EXERCISE OBJECTIVE |
From the listing below, return each line that includes "Plater".
[RECORDS FOR PROCESSING Boundary: Start]
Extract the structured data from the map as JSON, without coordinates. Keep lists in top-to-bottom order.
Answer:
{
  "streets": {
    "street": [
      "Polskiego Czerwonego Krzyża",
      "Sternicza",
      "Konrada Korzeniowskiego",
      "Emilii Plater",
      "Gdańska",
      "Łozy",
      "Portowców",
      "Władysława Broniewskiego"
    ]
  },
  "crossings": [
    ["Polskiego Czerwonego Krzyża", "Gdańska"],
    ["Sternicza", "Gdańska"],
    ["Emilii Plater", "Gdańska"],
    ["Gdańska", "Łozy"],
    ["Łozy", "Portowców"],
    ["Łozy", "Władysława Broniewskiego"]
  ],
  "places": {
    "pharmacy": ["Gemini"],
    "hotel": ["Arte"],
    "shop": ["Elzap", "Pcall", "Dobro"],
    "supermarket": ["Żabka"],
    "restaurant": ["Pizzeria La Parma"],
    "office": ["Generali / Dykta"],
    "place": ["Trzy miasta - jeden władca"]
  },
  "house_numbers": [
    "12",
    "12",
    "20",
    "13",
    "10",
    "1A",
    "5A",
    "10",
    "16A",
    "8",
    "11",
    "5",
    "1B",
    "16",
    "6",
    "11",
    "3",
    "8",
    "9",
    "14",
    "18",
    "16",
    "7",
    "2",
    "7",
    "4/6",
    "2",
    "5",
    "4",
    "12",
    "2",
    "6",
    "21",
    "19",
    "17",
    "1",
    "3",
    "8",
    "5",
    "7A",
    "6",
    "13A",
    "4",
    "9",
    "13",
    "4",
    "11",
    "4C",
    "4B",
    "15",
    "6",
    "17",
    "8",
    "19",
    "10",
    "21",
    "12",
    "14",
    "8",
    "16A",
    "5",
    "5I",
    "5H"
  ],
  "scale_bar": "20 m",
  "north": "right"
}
[RECORDS FOR PROCESSING Boundary: End]
EXERCISE RESULT |
      "Emilii Plater",
    ["Emilii Plater", "Gdańska"],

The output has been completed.